Below are some of the best ones, with the name of the chapter in which they appear.
(I also included some of my own thoughts and reactions here and there in blue.)
Below are some of the best ones, with the name of the chapter in which they appear.
(I also included some of my own thoughts and reactions here and there in blue.)
1. How to Approach Painting
"... the camera does not have an idea about the objects reflected upon its lens. It does not 'feel' anything..."
2. The Mechanics of Painting
"Do not be afraid to spoil what you have, so long as you know why you are making a change."
– This resonates with me. Some large area in a painting seems.... wrong. I think and think about it, putting off what seems like a risk, until I embark on the change and almost always it was the right thing to do.
3. Angles and Consequent Values
"In most instances when the beginner finds the color of anything 'impossible,' the fault lies not in the color, but in the faulty value or weight of the mass."
– Another way of saying that value is predominant over color. Or that if you can't get the color right, get the value right.
4. Design
"Nature is seldom perfect in design."
5. Light
"No one can tell another person exactly what the color of anything is, because each of us has a variously differing 'color sense.'"
"It might almost be given as a 'recipe' that the smaller the dark mass presented against a light, the lighter and fainter becomes that dark."
– Especially visible as tree branches get thinner and thinner near the top. More light "wraps" around them and their value seems to lighten.
"... there is no such thing as flat tone in all outdoor nature – it is changing toward or from the light."
Sylvan Labyrinth
6. Aerial Perspective
"The sky is the key to the landscape"
8. Color
"... the student, by a very slight degree of self-analysis, can select his gamuts and harmonies, as well as his constructive lines of color, rather than merely stupidly taking things as they come in nature.
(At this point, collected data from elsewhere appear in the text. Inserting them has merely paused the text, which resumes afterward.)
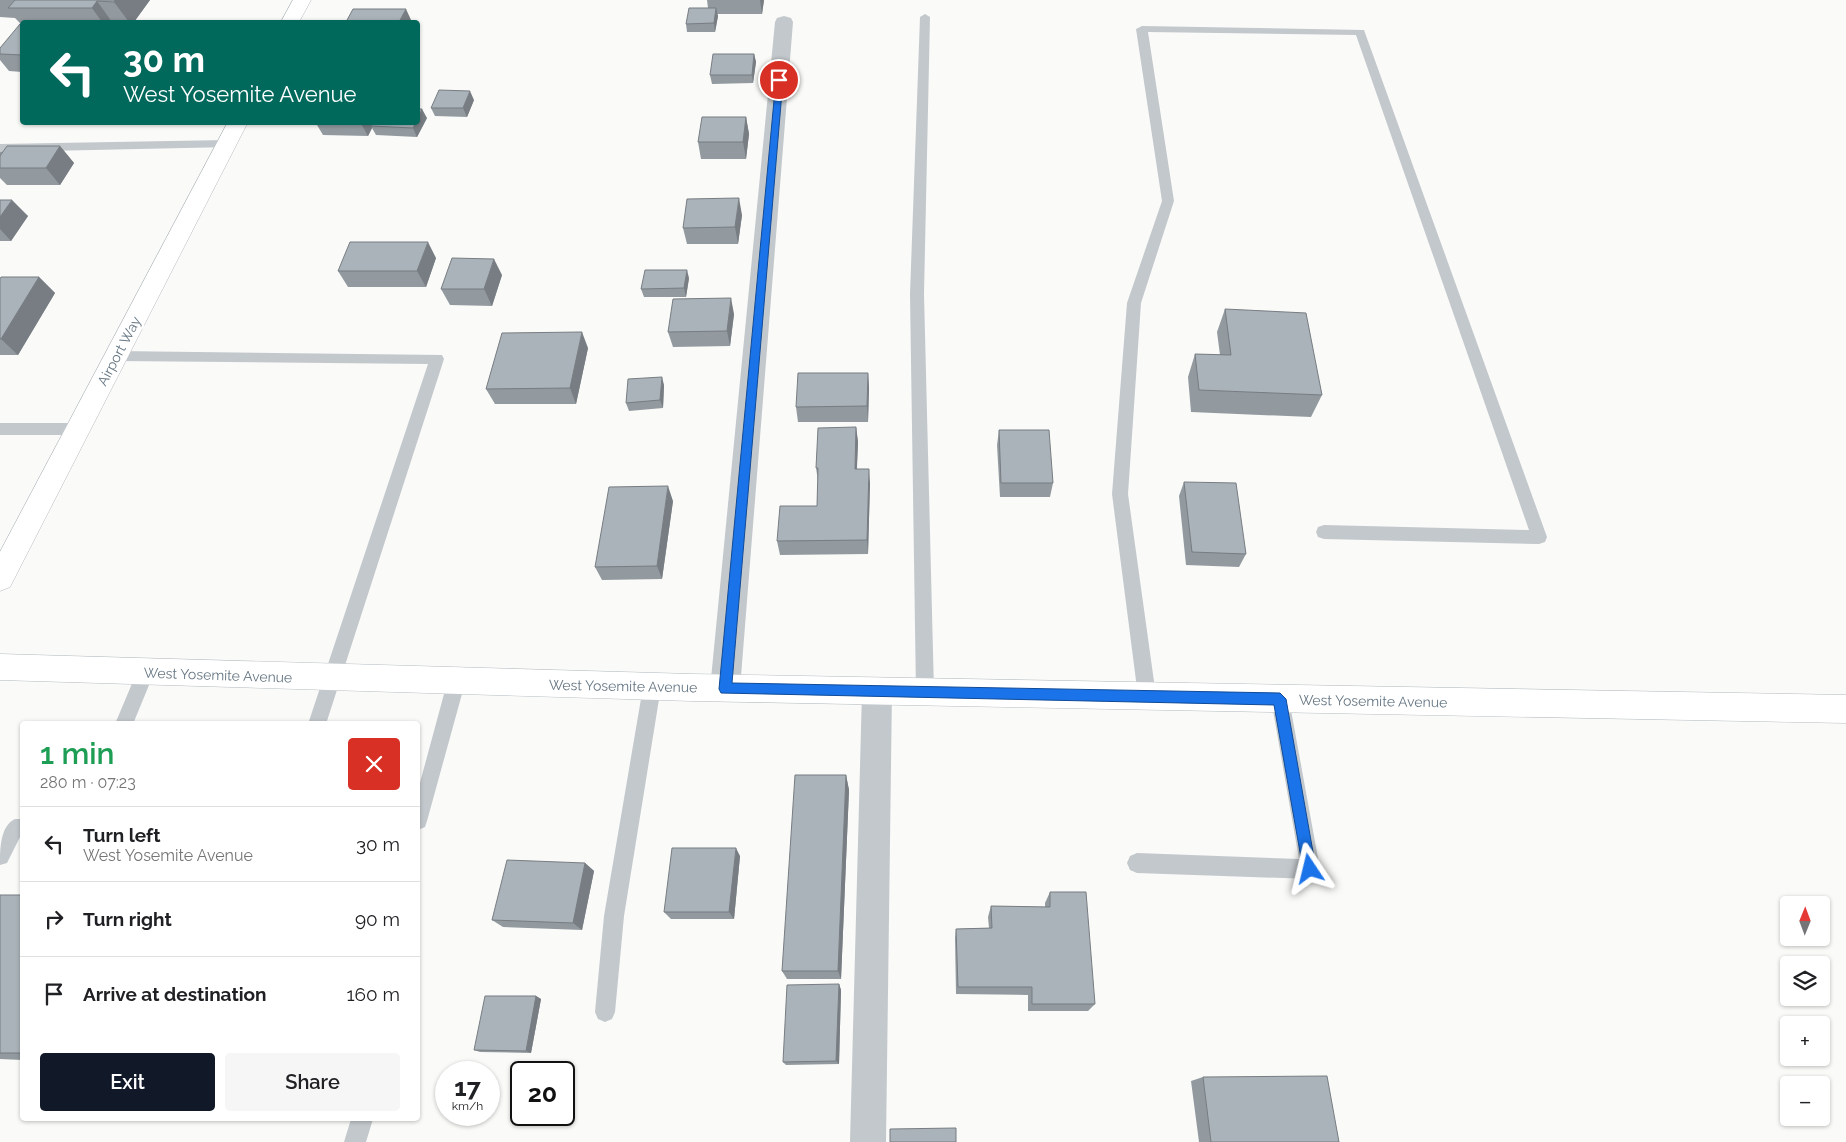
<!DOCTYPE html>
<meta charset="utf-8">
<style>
:root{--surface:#fff;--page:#f6f6f6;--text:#202124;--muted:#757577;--line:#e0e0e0;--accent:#111827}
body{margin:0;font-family:Raleway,sans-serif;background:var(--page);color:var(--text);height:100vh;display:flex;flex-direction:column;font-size:19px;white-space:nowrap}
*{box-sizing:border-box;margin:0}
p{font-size:16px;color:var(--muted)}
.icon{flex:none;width:28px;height:28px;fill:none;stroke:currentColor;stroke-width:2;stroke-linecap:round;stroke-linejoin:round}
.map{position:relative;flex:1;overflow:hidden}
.details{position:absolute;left:20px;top:721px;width:400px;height:400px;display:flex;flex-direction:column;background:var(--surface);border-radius:5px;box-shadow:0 1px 4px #0004}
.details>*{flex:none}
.top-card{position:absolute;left:20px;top:20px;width:400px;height:105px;border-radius:5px;box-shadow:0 1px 4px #0004;background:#00695c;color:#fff;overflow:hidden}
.needle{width:32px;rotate:1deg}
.fabs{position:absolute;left:1780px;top:896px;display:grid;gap:10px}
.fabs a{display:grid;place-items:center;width:50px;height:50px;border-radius:5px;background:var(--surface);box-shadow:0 1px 4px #0004;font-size:25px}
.speed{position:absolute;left:435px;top:1061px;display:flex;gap:10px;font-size:25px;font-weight:700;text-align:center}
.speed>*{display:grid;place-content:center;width:65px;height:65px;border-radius:50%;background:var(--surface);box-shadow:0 1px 4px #0004;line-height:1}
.speed small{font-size:12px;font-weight:400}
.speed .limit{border:2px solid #111;border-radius:8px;background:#fff;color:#111}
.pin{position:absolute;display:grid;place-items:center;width:42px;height:42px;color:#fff;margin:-21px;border:2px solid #fff;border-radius:50%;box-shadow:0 1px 5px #0007}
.me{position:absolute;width:55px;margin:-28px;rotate:350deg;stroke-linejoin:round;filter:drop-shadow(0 0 4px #0008)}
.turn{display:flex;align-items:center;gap:18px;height:105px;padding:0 20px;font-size:22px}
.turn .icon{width:65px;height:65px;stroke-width:2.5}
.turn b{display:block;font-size:35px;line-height:42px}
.round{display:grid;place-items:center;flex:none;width:52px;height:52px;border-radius:5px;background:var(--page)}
.headline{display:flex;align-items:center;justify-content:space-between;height:85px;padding:0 20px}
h1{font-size:30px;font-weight:600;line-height:38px;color:#1e9e55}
.primary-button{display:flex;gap:10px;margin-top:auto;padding:10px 20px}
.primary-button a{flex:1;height:58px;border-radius:5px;background:var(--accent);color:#fff;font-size:20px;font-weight:600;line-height:58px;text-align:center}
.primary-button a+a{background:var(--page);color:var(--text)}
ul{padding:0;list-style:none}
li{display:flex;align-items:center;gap:15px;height:75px;padding:0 20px;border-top:1px solid var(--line)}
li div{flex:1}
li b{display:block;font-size:19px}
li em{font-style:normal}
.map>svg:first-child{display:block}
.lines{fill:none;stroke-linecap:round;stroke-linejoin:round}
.secondary-casing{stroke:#b3babf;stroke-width:1}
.lane{fill:#c3c8cc;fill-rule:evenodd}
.street{fill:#c3c8cc;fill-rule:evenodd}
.secondary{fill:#fff;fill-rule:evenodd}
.wall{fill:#929a9f}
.shaded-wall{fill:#777d82}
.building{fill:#aab3b9;stroke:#777d82}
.route{fill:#1a73e8;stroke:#114b97}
.labels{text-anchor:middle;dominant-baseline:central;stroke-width:5;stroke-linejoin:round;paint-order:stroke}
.street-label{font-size:14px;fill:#657683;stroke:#fff}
</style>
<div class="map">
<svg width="1846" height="1142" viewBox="0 0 1846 1142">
<rect width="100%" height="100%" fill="#fafaf8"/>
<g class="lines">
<defs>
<path id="secondary" d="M293 0H311L299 22H281Z
M228 122H248L10 587 0 591V552Z
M0 654 692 674 1846 695V723L692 701 0 680Z"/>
</defs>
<!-- secondary casing -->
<use href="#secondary" class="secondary-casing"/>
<!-- lane -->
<path class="lane" d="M925 14 930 17 924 294 934 692 931 698 925 700 919 698 916 692 910 294 920 17Z
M1142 26 1364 30 1547 537 1545 542 1539 544 1324 539 1318 537 1316 532 1318 527 1324 525 1529 530 1356 35 1148 32 1174 201 1141 303 1128 494 1156 696 1153 702 1147 704 1141 702 1138 696 1112 494 1127 303 1162 201 1136 29Z
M227 140 233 144 231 147 0 152V144Z
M116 351 442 355 444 359 326 724H308L428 364 116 361 111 360 109 356 111 352Z
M0 423H78L83 425 85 429 83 433 78 435H0Z
M145 665 151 667 154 673 133 724H115L139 667Z
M456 675 462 677 465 683 427 821 425 827 418 830V790L447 683 450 677Z
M652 679 658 681 661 687 624 916 615 1012 612 1019 605 1022 598 1019 595 1012 604 916 643 687 646 681Z
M1280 691 1286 693 1289 699 1320 869 1317 876 1310 879 1137 873 1130 870 1127 863 1130 856 1137 853 1299 859 1271 699 1274 693Z
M15 819H22V837H20L7 863 0 865C0 849 0 826 15 819Z
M351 1119H373L366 1142H344Z"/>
<!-- street -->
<path class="street" d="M784 16 791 18 793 22 740 689 735 699 725 702 715 699 710 689 775 22 777 18Z
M877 677 887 681 892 691 886 1142H850L862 691 867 681Z"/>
<!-- secondary -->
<use href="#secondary" class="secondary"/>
</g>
<!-- wall -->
<path class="wall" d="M0 0H150L134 22H22V72L9 71 0 60V48L21 24 15 18 0 17Z
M707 0H764L762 14H717L718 16 715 32H687L686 24 708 8Z
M754 54 756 62 753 83 712 84 710 75Z
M474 100 467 117 435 116 431 108Z
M746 117 749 134 746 159H701L698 142Z
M427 118 417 137 376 135 372 128 368 136 323 135 317 125H309L308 122H418Z
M60 146 74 163 60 185H7L0 178V152Z
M0 200 28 216 11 241H0Z
M742 215 738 244H687L683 228Z
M436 258 426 287H348L338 271Z
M502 275 492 306 450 305 441 289Z
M39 277 55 293 18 355H0V279Z
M689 278 686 297H644L641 289Z
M1225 309 1322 395 1311 417 1191 412 1188 377 1195 354 1220 355 1217 332Z
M734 314 730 346 673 347 668 332Z
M588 348 576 404H495L486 389Z
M868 373 869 388 868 422H798L796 407Z
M664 385 663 408 629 411 626 403Z
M856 427 858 442 857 469 870 483 868 554 780 555 777 541 817 506 818 481 816 468Z
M999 430 1053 483 1050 497H1000L997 445Z
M1184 482 1246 554 1239 567 1186 565 1179 496Z
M673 501 662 579 602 580 595 567Z
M846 775 849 790 841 979H787L782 971Z
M740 856 734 919H671L664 912Z
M585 863 594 871 582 930 503 927 492 920Z
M1050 892 1095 1004 1088 1011H1028V995L956 994 955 938 956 929 989 928 988 917 991 906 1045 907V903Z
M0 895H22V1060L0 1059Z
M839 984 841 990 839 1064 786 1065 783 1062Z
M536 996 541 999 531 1053 480 1052 474 1050Z
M1203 1077 1339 1142H1199L1191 1081Z"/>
<!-- shaded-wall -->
<path class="shaded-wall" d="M115 0H150L134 22H129L114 2Z
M760 0H764L762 14Z
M97 1 112 22H102L92 8Z
M716 8 718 16 715 32 714 23Z
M406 9 412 22H399Z
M754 54 756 62 753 83 752 75Z
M470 91 474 100 467 117 463 108Z
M422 109 427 118 417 137 413 128 416 122H418V119Z
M746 117 749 134 746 159 743 142Z
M360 122H374L371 126 372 128 368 136Z
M60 146 74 163 60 185 46 168Z
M739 198 742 215 738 244 735 227Z
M12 200 28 216 11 241 0 229V217Z
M428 242 436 258 426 287 417 271Z
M494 259 502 275 492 306 484 289Z
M687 270 689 278 686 297 684 288Z
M39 277 55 293 18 355 1 339Z
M731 298 734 314 730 346 727 331Z
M582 332 588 348 576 404 570 388Z
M868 373 869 388 868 422 867 406Z
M662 377 664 385 663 408 660 400Z
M856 427 858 442 856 483 855 469Z
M869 469 870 483 868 554 867 540Z
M668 486 673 501 662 579 657 566Z
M846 775 849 790 841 979 838 971Z
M736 848 740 856 734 919 729 912Z
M585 863 594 871 582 930 573 923Z
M839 984 841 990 839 1064 836 1061Z
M536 996 541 999 531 1053 526 1051Z"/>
<!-- building -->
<path class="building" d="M15 0H115L114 2 97 1 92 8H8Z
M689 8H716L714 23 686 24Z
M353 9H406L399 22H346Z
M20 24H22V55L0 54V48Z
M713 54H754L752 75H710Z
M439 90 470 91 463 108H431Z
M418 109H422L418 119Z
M702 117H746L743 142H698Z
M373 122H416L413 128 371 126Z
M7 146H60L46 168H0V156Z
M739 198 735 227 683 228 687 199Z
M0 200H12L0 217Z
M350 242H428L417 271H338Z
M452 258 494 259 484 289H441Z
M645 270H687L684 288 641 289Z
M1 277H39L1 339H0V279Z
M731 298 727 331 668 332 673 299Z
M1225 309 1306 313 1322 395 1199 390 1195 354 1231 355Z
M582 332 570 388 486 389 502 333Z
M798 373H868L867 406 796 407Z
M662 377 660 400 626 403 628 379Z
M856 427 855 469H869L867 540 777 541 780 506H817L818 468H816L818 428Z
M999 430H1049L1053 483H1001Z
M1184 482 1236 483 1246 554 1192 552Z
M668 486 657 566 595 567 609 487Z
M795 775H846L838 971H782Z
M672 848H736L729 912H664Z
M507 860 585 863 573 923 492 920Z
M1050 892H1086L1095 1004H1032V987H958L956 929 992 928 991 906 1050 907Z
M0 895H22V1053H0Z
M839 984 836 1061 783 1062 787 985Z
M485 996H536L526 1051 474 1050Z
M1327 1076 1339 1142H1211L1203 1077Z
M956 1128V1142H890V1129Z"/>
<!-- route -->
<path class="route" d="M776 79 783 80 732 683 1280 693 1286 699 1316 869 1314 873 1310 875 1305 873 1303 869 1274 705 721 693 719 689Z"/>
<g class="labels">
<!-- street labels -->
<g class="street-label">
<text transform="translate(119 351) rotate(-62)">Airport Way</text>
<text transform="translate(218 675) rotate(2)">West Yosemite Avenue</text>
<text transform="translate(623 686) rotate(1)">West Yosemite Avenue</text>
<text transform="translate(1373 701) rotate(1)">West Yosemite Avenue</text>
</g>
</g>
</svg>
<div class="fabs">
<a><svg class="needle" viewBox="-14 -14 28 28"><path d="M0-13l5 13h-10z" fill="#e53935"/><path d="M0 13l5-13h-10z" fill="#757577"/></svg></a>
<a><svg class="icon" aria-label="layers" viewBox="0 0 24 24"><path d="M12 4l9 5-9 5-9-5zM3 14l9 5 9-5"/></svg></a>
<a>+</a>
<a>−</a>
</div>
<div class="speed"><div>17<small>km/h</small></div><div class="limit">20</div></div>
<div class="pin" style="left:779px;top:80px;background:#d93025"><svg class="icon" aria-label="arrive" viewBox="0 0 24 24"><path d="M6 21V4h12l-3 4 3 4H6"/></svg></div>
<svg class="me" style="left:1310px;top:869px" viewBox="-20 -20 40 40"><path d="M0-17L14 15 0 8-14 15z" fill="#1a73e8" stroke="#fff" stroke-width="4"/></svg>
<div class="top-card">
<div class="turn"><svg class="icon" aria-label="left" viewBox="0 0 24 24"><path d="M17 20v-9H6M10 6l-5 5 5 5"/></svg><div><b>30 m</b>West Yosemite Avenue</div></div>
</div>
<section class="details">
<div class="headline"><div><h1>1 min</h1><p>280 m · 07:23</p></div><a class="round" style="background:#d93025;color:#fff"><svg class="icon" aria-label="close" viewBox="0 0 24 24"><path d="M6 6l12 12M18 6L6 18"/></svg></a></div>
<ul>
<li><svg class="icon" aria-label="left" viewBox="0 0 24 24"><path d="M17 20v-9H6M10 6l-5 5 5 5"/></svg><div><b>Turn left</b><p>West Yosemite Avenue</p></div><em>30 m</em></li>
<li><svg class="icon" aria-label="right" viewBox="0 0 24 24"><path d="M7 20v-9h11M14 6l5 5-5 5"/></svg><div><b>Turn right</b></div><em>90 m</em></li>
<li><svg class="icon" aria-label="arrive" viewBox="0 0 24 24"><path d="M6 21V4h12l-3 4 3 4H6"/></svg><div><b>Arrive at destination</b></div><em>160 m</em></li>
</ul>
<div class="primary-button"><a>Exit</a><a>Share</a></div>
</section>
</div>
We must not train our eyes to copy tone for tone, but think of the bearing of such colors and harmonies upon the main idea of our picture."
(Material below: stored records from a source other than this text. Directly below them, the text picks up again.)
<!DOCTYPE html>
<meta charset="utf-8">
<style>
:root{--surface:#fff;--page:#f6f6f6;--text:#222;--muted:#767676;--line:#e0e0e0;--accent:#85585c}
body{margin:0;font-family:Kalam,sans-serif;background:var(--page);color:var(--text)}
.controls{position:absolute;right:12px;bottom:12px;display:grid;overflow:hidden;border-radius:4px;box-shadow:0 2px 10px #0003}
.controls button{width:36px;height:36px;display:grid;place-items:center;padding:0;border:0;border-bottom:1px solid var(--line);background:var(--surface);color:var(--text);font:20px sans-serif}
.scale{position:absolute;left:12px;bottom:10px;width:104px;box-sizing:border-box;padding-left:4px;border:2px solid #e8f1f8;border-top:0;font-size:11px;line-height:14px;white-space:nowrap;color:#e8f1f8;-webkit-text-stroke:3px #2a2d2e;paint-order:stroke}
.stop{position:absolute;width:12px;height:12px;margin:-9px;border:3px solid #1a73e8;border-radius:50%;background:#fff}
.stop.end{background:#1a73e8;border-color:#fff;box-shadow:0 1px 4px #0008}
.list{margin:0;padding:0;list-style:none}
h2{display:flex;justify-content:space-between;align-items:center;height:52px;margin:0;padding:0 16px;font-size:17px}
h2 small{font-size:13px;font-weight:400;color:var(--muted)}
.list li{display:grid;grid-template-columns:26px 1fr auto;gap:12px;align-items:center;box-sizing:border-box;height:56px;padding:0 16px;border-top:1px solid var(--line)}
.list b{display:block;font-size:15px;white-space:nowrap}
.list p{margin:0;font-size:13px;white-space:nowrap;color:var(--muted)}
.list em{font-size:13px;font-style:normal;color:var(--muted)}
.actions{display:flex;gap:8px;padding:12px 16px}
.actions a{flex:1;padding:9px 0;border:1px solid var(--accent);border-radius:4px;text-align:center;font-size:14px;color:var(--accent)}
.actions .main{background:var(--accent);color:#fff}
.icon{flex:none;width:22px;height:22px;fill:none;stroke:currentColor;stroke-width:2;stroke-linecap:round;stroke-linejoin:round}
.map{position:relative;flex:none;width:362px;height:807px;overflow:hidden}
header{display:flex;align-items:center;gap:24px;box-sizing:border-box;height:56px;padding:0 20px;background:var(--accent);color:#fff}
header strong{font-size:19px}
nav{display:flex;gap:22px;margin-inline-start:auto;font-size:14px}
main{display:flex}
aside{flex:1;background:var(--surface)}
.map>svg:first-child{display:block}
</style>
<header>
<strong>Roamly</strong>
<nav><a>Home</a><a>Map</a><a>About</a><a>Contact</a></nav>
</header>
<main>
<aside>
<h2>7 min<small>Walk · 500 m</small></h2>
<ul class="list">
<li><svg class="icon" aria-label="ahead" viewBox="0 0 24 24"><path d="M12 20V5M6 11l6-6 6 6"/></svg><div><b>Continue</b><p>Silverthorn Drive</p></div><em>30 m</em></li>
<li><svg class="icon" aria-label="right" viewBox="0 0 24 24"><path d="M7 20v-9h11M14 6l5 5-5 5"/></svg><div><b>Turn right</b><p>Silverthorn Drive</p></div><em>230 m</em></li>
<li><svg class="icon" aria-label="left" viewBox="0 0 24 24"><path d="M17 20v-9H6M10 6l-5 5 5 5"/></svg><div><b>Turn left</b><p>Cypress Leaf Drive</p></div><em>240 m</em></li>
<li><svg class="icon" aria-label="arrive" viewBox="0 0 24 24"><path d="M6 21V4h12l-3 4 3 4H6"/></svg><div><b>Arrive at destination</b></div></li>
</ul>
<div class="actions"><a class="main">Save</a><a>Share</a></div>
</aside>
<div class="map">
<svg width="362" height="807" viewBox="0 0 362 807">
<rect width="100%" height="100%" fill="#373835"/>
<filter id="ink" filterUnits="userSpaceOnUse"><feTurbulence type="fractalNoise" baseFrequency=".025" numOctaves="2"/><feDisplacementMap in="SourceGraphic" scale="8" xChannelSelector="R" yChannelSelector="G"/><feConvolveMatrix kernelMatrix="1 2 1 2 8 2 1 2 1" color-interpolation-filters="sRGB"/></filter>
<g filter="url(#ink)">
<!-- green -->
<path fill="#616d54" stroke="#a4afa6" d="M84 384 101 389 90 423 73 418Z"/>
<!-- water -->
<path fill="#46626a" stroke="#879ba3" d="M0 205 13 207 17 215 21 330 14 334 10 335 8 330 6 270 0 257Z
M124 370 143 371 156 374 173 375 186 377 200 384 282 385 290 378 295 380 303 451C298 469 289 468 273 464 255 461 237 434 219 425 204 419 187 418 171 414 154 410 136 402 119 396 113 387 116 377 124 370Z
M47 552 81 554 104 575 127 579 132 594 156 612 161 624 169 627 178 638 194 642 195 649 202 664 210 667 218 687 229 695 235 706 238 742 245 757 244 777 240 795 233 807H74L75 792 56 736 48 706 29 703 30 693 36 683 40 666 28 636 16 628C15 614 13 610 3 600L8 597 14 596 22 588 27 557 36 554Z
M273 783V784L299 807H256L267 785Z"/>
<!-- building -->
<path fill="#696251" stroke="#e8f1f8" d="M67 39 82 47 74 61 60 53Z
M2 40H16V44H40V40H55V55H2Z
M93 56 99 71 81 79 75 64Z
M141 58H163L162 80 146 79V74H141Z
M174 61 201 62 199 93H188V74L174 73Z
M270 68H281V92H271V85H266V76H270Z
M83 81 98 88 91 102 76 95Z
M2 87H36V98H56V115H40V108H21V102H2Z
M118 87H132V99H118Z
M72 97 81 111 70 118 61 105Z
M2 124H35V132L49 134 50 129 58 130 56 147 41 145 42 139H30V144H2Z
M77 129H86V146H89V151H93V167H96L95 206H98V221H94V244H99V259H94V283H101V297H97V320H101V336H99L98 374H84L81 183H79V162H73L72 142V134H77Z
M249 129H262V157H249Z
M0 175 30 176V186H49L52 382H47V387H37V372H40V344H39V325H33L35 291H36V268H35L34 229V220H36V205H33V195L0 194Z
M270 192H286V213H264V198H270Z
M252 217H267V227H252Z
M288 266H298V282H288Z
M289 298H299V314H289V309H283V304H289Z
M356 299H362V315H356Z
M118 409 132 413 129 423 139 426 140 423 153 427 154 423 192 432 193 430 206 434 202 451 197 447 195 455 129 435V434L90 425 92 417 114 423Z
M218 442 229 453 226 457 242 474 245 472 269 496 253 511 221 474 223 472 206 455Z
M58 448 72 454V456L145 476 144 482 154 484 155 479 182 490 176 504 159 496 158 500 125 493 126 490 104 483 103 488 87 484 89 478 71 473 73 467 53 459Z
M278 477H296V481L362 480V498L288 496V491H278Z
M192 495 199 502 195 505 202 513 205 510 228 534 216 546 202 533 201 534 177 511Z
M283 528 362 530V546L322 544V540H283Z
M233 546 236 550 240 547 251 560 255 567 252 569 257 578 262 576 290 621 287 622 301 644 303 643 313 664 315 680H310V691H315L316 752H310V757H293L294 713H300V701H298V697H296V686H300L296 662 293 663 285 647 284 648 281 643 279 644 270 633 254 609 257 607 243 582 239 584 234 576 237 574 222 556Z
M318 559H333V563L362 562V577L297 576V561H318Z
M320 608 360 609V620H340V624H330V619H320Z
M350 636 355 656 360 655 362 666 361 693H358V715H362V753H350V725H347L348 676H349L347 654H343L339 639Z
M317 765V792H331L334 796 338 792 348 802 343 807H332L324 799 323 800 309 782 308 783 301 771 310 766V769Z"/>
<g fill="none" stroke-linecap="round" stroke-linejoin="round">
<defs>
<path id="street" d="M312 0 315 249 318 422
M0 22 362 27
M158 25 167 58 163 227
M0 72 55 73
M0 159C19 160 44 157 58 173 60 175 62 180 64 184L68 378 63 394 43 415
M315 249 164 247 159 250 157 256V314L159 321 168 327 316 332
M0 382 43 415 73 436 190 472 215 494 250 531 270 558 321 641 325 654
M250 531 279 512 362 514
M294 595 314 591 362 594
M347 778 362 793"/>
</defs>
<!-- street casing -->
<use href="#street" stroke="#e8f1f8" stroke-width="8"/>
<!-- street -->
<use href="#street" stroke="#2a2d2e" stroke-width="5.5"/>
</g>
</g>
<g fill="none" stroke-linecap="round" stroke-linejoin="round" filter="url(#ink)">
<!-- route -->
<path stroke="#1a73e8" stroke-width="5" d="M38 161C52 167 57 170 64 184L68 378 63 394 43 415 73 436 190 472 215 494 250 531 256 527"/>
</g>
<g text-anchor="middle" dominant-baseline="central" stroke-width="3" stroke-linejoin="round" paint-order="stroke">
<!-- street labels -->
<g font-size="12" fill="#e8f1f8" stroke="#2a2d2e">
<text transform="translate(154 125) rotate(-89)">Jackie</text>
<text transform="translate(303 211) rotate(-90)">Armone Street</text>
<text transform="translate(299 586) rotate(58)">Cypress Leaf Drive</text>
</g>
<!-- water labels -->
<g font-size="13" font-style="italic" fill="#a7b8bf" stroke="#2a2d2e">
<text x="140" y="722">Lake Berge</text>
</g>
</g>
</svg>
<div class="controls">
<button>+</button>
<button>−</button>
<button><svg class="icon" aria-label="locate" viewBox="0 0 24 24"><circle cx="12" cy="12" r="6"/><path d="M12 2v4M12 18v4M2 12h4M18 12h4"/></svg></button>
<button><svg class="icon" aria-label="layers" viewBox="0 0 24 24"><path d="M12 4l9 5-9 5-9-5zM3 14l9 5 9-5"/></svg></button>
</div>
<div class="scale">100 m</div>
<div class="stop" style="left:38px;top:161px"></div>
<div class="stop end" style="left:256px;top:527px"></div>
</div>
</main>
"Reserve us strength; overstatement is weakness."
– The downside of this can be seen in paintings where all the colors of the spectrum and a full value scale are present, but the painting doesn't work. Restraint.
9. Trees
"The painting of tress is best accomplished by much drawing of trees."
"... do not think that because a landscape is "real" that it is a work of art. A true picture is one in which so-called natural elements are made to function as an idea."
11. Composition
" The choosing of expressive limitation is not child's play – it is mature choice."
– I relate this to expressive strategies like working with a limited palette, or reduced value scale. Those kind of limitations in the service of your painting can be what makes it work.
"A work of art in paint should be beautiful and expressive as abstract color and form and should not interest us necessarily in any "story" outside of itself..."
– A representative work of art should also work on an abstract level.
"Too much reality in a picture is always a disappointment to the imaginative soul. We love suggestion and not hard facts. A picture should be music in form and color, with the subject-matter the vehicle."
"Analyze your impression in order to approach expression..."
City Twilight
13. The Extraordinary and Bizarre.
"... homely objects and effects are made sublime in their transmutation, in the passage from the artist's brain to the canvas."
14. Painting from Memory
"... memory exaggerates the essentials..."
– This is why the exercise of memory painting, or sketching a scene that moved you later on will often get you just the key elements, and not the distracting minutiae of needless details.
Those are some of the key points to my mind. I took a lot more notes than this and distilled them to the essential.